California Man Sues MGM Mirage
A California businessman who claims that Las Vegas casinos preyed on his gambling addiction is attempting to sue MGM-Mirage properties after losing millions of dollars over a nine-year period. Shibley Horaney, of Long Beach, Calif., claims that beginning as early as 1995, representatives from the MGM Grand and The Mirage aggressively solicited him to open lines of credit at the casinos, which prompted him to lose more than $5 million. He also is arguing that because he is a California resident and MGM-Mirage representatives repeatedly hounded him in his home state, he should be covered by a California law that says it will not "lend its process to the collection of gambling debts." Horaney's complaint was filed in federal court after the MGM Mirage threatened to sue him for failing to pay back $475,000 loaned to him during trips to the Strip. Horaney could not be reached for comment. His attorney, Allen Hyman, did not return phone messages.

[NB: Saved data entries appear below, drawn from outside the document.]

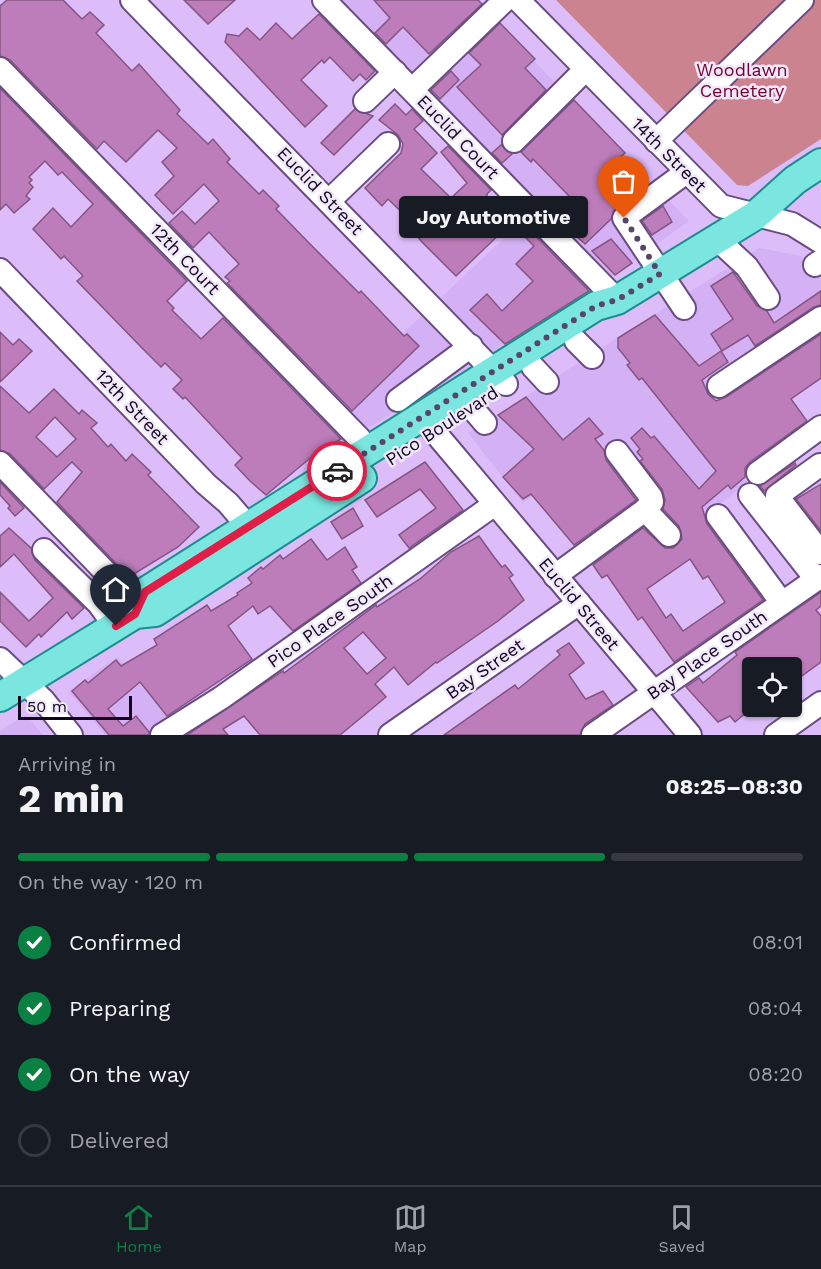 <!DOCTYPE html>
<html lang="en">
<head>
<meta charset="utf-8">
<style>
	:root { --surface:#171b24; --page:#20242c; --text:#f1f3f6; --muted:#9ea1a6; --line:#363941; --accent:#0b8043 }
	body { margin:0; font-family:"Work Sans",sans-serif; background:var(--page); color:var(--text); height:100vh; display:flex; flex-direction:column; font-size:22px; white-space:nowrap }
	* { box-sizing:border-box; margin:0 }
	p { font-size:20px; color:var(--muted) }
	.icon { flex:none; width:33px; height:33px; fill:none; stroke:currentColor; stroke-width:2; stroke-linecap:round; stroke-linejoin:round }
	.map { position:relative; height:735px; overflow:hidden }
	.panel { display:flex; flex-direction:column; background:var(--surface); flex:1 }
	.panel>* { flex:none }
	.fabs { position:absolute; left:742px; top:657px; display:grid; gap:12px }
	.fabs a { display:grid; place-items:center; width:60px; height:60px; border-radius:6px; background:var(--surface); box-shadow:0 2px 4px #0004; font-size:30px }
	.scale { position:absolute; left:18px; bottom:15px; width:114px; box-sizing:border-box; padding-left:6px; border:3px solid #11061a; border-top:0; font-size:16px; line-height:21px; white-space:nowrap; color:#11061a; -webkit-text-stroke:4px #f2e8fb; paint-order:stroke }
	.pin { position:absolute; display:grid; place-items:center; width:51px; height:51px; color:#fff; margin:-62px -26px; border-radius:50% 50% 50% 0; rotate:-45deg; box-shadow:0 0 6px #0007 }
	.pin .icon { rotate:45deg }
	.courier { position:absolute; display:grid; place-items:center; width:60px; height:60px; margin:-30px; border:4px solid #e11d48; border-radius:50%; background:#fff; color:#222; box-shadow:0 2px 8px #0007 }
	.bubble { position:absolute; height:42px; border-radius:6px; background:var(--surface); box-shadow:0 2px 4px #0004; font-size:20px; font-weight:700; line-height:42px; text-align:center }
	.headline em { font-style:normal; font-weight:700 }
	.headline div { display:flex; flex-direction:column-reverse }
	.headline { display:flex; align-items:center; justify-content:space-between; height:102px; padding:0 18px }
	h1 { font-size:39px; font-weight:700; line-height:45px }
	.bar { display:grid; grid-template-columns:repeat(4,1fr); gap:9px 6px; align-content:center; height:72px; padding:0 18px }
	.bar i { height:8px; border-radius:4px; background:var(--line) }
	.bar .current { background:var(--accent) }
	.bar p { grid-column:span 4 }
	ol { padding:0 18px; list-style:none }
	li { display:flex; align-items:center; gap:18px; height:66px }
	li p { margin-inline-start:auto }
	li .icon { padding:6px; border-radius:50%; background:var(--accent); color:#fff; stroke-width:4 }
	li:last-child { color:var(--muted) }
	li i { width:33px; height:33px; border:3px solid var(--line); border-radius:50% }
	.tab-bar { display:flex; justify-content:space-around; align-items:center; height:84px; border-top:2px solid var(--line); background:var(--surface); font-size:16px; color:var(--muted) }
	.tab-bar a { display:grid; justify-items:center; gap:3px }
	.tab-bar .current { color:var(--accent) }
	.map>svg:first-child { display:block }
	.built { fill:#d4b1f4 }
	.green { fill:#cc8390 }
	.building { fill:#bd7cba; stroke:#845583; stroke-width:1.5; fill-rule:evenodd }
	.lines { fill:none; stroke-linecap:round; stroke-linejoin:round }
	.minor-casing { stroke:#694c81; stroke-width:26 }
	.major-casing { stroke:#1c8d8c; stroke-width:32 }
	.minor { stroke:#fff; stroke-width:22 }
	.major { stroke:#7ae6df; stroke-width:28 }
	.done { stroke:#584668; stroke-width:6; stroke-dasharray:0 10.8 }
	.route { stroke:#e11d48; stroke-width:8 }
	.labels { text-anchor:middle; stroke-width:5; stroke-linejoin:round; paint-order:stroke }
	.park-label { font-size:18px; fill:#75002e; stroke:#f2e8fb }
	.street-label { font-size:18px; fill:#11061a; stroke:#f2e8fb }
</style>
</head>
<body>
<div class="map">
<svg width="821" height="735" viewBox="0 0 821 735">
	<rect width="100%" height="100%" fill="#dcbdfa"/>
	<!-- built -->
	<g class="built">
		<polygon points="332,0 475,0 689,221 605,281"/>
		<polygon points="529,215 597,287 350,439 321,410"/>
		<polygon points="759,248 801,256 821,280 821,350 708,429 748,483 693,524 616,439 523,503 468,433"/>
		<polygon points="118,657 172,724 155,735 105,735 68,691"/>
		<polygon points="26,715 43,735 0,735 0,731"/>
	</g>
	<!-- green -->
	<polygon class="green" points="556,0 821,0 821,139 748,186 737,185"/>
	<!-- building -->
	<g class="building">
		<polygon points="7,0 63,0 82,19 90,12 104,25 96,33 132,71 139,64 180,110 177,114 208,144 213,139 230,159 227,162 259,194 263,190 279,206 276,209 310,244 359,293 361,291 404,336 407,334 419,346 352,411 227,283 230,281 225,277 239,264 209,232 193,248 169,223 182,211 195,224 219,201 204,184 173,214 155,195 174,176 162,162 177,148 158,130 126,162 104,141 97,149 10,60 0,56 0,6"/>
		<polygon points="184,0 235,0 208,24"/>
		<polygon points="374,0 478,0 482,4 429,54 403,27 386,44 375,33 390,18"/>
		<polygon points="319,14 375,71 366,80 360,74 353,81 330,57 324,63 322,60 301,80 327,106 305,127 225,42 227,34 239,36 247,28 260,40 276,23 292,39"/>
		<polygon points="500,23 535,59 525,68 546,90 502,135 457,87 481,65 469,53"/>
		<polygon points="451,71 459,80 440,99 431,90"/>
		<polygon points="0,88 187,281 167,301 174,308 172,310 201,339 223,318 341,439 315,454 266,495 250,481 235,465 242,458 185,397 183,399 173,389 182,380 165,363 161,367 143,349 77,281 83,276 64,256 61,259 33,229 53,208 71,227 93,204 62,172 58,175 45,161 29,177 32,180 29,183 33,187 26,196 30,199 14,213 6,204 0,210"/>
		<polygon points="574,100 625,153 615,162 640,189 616,208 611,219 585,244 558,220 570,208 563,201 569,196 533,159 531,162 521,152"/>
		<polygon points="395,104 406,115 412,109 423,121 414,129 437,153 421,169 451,198 467,183 441,152 448,146 491,190 487,194 487,198 511,223 456,276 421,241 415,233 419,229 388,199 382,206 365,188 401,153 403,144 398,135 379,120"/>
		<polygon points="355,109 373,116 334,155 321,143"/>
		<polygon points="501,145 512,154 502,163 492,153"/>
		<polygon points="663,206 672,222 652,235 642,221"/>
		<polygon points="524,224 589,291 505,344 470,310 487,294 502,311 533,281 516,264 534,246 518,230"/>
		<polygon points="611,239 632,263 615,275 592,251"/>
		<polygon points="733,272 757,306 767,311 774,323 821,291 821,305 814,307 755,346 748,335 722,351 711,334 733,319 711,286"/>
		<path d="M655,315L699,366L721,351L728,362L702,380L708,394L716,401L726,397L821,334V378L791,399L807,421L750,462L745,468V477L731,489L728,485L702,507L707,524L763,600L674,662L642,617L638,620L607,575L602,578L593,565L643,528L665,548H673L682,539L679,526L663,509L665,500L662,489L640,461L643,459L637,452L640,449L631,438L642,428L651,438L654,436L699,489L716,471L642,378L639,380L627,365L630,363L618,348V338ZM690,559L703,579L708,576L725,602L683,631L671,614L666,618L647,589Z"/>
		<polygon points="0,332 13,345 19,339 32,351 0,382"/>
		<path d="M0,386L29,413L54,389L79,414L82,410L97,423L91,428L108,447L111,444L126,461L132,454L151,472L148,475L199,527L178,547L129,577L57,502L82,472L72,462L44,489L10,454L0,450ZM55,417L76,439L57,457L36,437Z"/>
		<polygon points="526,397 563,440 589,418 603,434 595,439 604,450 606,460 636,500 574,545 531,494 523,499 503,477 534,449 498,415"/>
		<polygon points="425,462 463,510 409,548 399,535 436,508 420,489 377,517 365,500"/>
		<polygon points="795,463 796,465 764,491 760,486"/>
		<polygon points="0,482 24,508 15,516 8,508 10,506 0,495"/>
		<polygon points="821,484 821,531 796,499"/>
		<polygon points="353,508 363,526 342,539 331,522"/>
		<polygon points="9,528 31,548 35,560 84,608 72,619 67,612 41,637 39,634 26,647 0,621 0,592 29,621 53,598 14,554 0,567 0,536"/>
		<path d="M479,536L494,557L502,567L505,565L513,575L509,578L524,600L498,621L437,663L436,662L408,685L394,667L375,684L386,697L340,735H260L244,716L223,729L228,735H187L283,671L284,673L376,605L377,607L420,579L451,552ZM363,632L386,658L367,674L344,648Z"/>
		<polygon points="311,539 327,560 345,547 357,567 352,570 361,583 293,631 270,606 258,614 253,606 228,626 252,659 167,716 140,682 108,709 123,726 136,716 149,732 149,735 109,735 72,691 85,680 88,683 116,660 121,666 157,645 154,639 207,605 211,611 238,595 237,593 252,583 248,578 261,567 263,569 280,555 283,559"/>
		<polygon points="821,592 821,606 816,610 821,616 821,662 792,683 792,668 753,668 753,707 735,722 730,716 718,722 686,687 699,678 703,683 737,655 735,652"/>
		<polygon points="569,643 584,663 569,675 584,697 586,699 603,691 613,705 585,724 580,735 444,735 515,685 518,689 560,655 557,651"/>
	</g>
	<g class="lines">
		<defs>
			<g id="minor">
				<polyline points="132,0 506,384"/>
				<polyline points="324,0 617,300"/>
				<polyline points="518,0 721,206 792,224 821,242"/>
				<polyline points="0,69 359,438 369,451"/>
				<polyline points="421,81 505,0"/>
				<polyline points="365,101 395,72"/>
				<polyline points="514,141 586,69"/>
				<polyline points="656,141 802,0"/>
				<polyline points="330,200 388,144"/>
				<polyline points="717,239 747,267 768,298"/>
				<polyline points="815,265 821,261"/>
				<polyline points="0,270 206,484 228,503 259,539"/>
				<polyline points="684,308 624,218 685,173"/>
				<polyline points="576,341 592,357"/>
				<polyline points="533,367 547,382"/>
				<polyline points="719,386 821,318"/>
				<polyline points="398,400 471,346"/>
				<polyline points="472,408 485,423"/>
				<polyline points="422,417 690,735"/>
				<polyline points="0,463 122,589 135,614"/>
				<polyline points="820,465 777,496 821,553"/>
				<polyline points="758,473 821,427"/>
				<polyline points="750,495 816,579"/>
				<polyline points="645,510 669,535"/>
				<polyline points="718,516 782,603"/>
				<polyline points="44,550 99,604 115,626"/>
				<polyline points="555,576 645,510 652,502 651,497 617,452"/>
				<polyline points="0,659 44,701 71,735"/>
				<polyline points="162,735 221,698 495,504"/>
				<polyline points="390,735 579,603"/>
				<polyline points="593,735 821,576"/>
				<polyline points="776,735 821,703"/>
			</g>
			<g id="major">
				<polyline points="135,614 145,592 596,306 617,300 756,215 795,180 821,163"/>
				<polyline points="0,697 135,614 155,612 362,478"/>
			</g>
		</defs>
		<!-- minor casing -->
		<use href="#minor" class="minor-casing"/>
		<!-- major casing -->
		<use href="#major" class="major-casing"/>
		<!-- minor -->
		<use href="#minor" class="minor"/>
		<!-- major -->
		<use href="#major" class="major"/>
	</g>
	<g class="lines">
		<!-- done -->
		<polyline class="done" points="337,471 596,306 617,300 660,274 624,218"/>
		<!-- route -->
		<polyline class="route" points="116,626 135,614 145,592 337,471"/>
	</g>
	<g class="labels">
		<!-- park labels -->
		<g class="park-label">
			<text x="742" y="76">Woodlawn<tspan x="742" dy="21">Cemetery</tspan></text>
		</g>
		<!-- street labels -->
		<g class="street-label">
			<text transform="translate(458 137) rotate(46)" y="6">Euclid Court</text>
			<text transform="translate(669 155) rotate(45)" y="6">14th Street</text>
			<text transform="translate(320 191) rotate(46)" y="6">Euclid Street</text>
			<text transform="translate(185 259) rotate(46)" y="6">12th Court</text>
			<text transform="translate(132 407) rotate(46)" y="6">12th Street</text>
			<text transform="translate(442 426) rotate(-33)" y="6">Pico Boulevard</text>
			<text transform="translate(579 604) rotate(50)" y="6">Euclid Street</text>
			<text transform="translate(330 621) rotate(-35)" y="6">Pico Place South</text>
			<text transform="translate(707 655) rotate(-35)" y="6">Bay Place South</text>
			<text transform="translate(485 669) rotate(-35)" y="6">Bay Street</text>
		</g>
	</g>
</svg>
<div class="fabs">
<a><svg class="icon" aria-label="locate" viewBox="0 0 24 24"><circle cx="12" cy="12" r="6"/><path d="M12 2v4M12 18v4M2 12h4M18 12h4"/></svg></a>
</div>
<div class="scale">50 m</div>
<div class="pin" style="left:624px;top:218px;background:#ea580c"><svg class="icon" aria-label="bag" viewBox="0 0 24 24"><path d="M5 8h14l-1 12H6zM9 8a3 3 0 0 1 6 0"/></svg></div>
<div class="pin" style="left:116px;top:626px;background:#1f2937"><svg class="icon" aria-label="home" viewBox="0 0 24 24"><path d="M3 11l9-7 9 7M6 9v11h12V9"/></svg></div>
<div class="courier" style="left:337px;top:471px"><svg class="icon" aria-label="car" viewBox="0 0 24 24"><path d="M5 17H2v-5l4-1 3-4h7l3 4 3 1v5h-3M9 17h6M6 11h13"/><circle cx="7" cy="17" r="2"/><circle cx="17" cy="17" r="2"/></svg></div>
<div class="bubble" style="left:399px;top:196px;width:189px">Joy Automotive</div>
</div>
<section class="panel">
<div class="headline"><div><h1>2 min</h1><p>Arriving in</p></div><em>08:25–08:30</em></div>
<div class="bar"><i class="current"></i><i class="current"></i><i class="current"></i><i></i><p>On the way · 120 m</p></div>
<ol>
<li><svg class="icon" aria-label="check" viewBox="0 0 24 24"><path d="M5 12l5 5 9-10"/></svg>Confirmed<p>08:01</p></li>
<li><svg class="icon" aria-label="check" viewBox="0 0 24 24"><path d="M5 12l5 5 9-10"/></svg>Preparing<p>08:04</p></li>
<li><svg class="icon" aria-label="check" viewBox="0 0 24 24"><path d="M5 12l5 5 9-10"/></svg>On the way<p>08:20</p></li>
<li><i></i>Delivered</li>
</ol>
</section>
<nav class="tab-bar">
<a class="current"><svg class="icon" aria-label="home" viewBox="0 0 24 24"><path d="M3 11l9-7 9 7M6 9v11h12V9"/></svg>Home</a>
<a><svg class="icon" aria-label="map" viewBox="0 0 24 24"><path d="M3 6l6-2 6 2 6-2v14l-6 2-6-2-6 2zM9 4v14M15 6v14"/></svg>Map</a>
<a><svg class="icon" aria-label="saved" viewBox="0 0 24 24"><path d="M7 4h10v16l-5-4-5 4z"/></svg>Saved</a>
</nav>
</body>
</html>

Last week, U.S. Magistrate Judge George Foley granted the MGM-Mirage's motion to sanction Horaney for two deposition hearings he missed in March. Horaney claims the casinos "collect data on residents of California, particularly those susceptible to gambling addiction, (and) attempt to induce those" individuals to visit their Las Vegas properties.
The company contacted him "upwards of 20 to 30 times a year through phone communications and written communications," according to the complaint. They offered to send their corporate jet for Horaney and provide a hotel room at no cost.
MGM-Mirage officials denied the allegations included in the complaint.
"We did not employ any marketing efforts that we haven't used with other guests in the past during the ordinary course of our business," said Yvette Monet, a spokeswoman for the company.
"Further, issues related to problem gambling have been raised as a defense by plaintiffs in the past, and in every case the courts have rejected the argument that a guest is not obligated to pay his or her debt in full."
The case is scheduled for a jury trial, one that MGM-Mirage officials are confident they ultimately will win.
"The reality remains that Mr. Horaney owes an outstanding debt to our company, and we intend to continue to pursue all legal avenues to collect the full amount that is owed to us," Monet said.
Horaney's complaint says he suffers from "gambling addictions recognized by the American Psychiatric Association."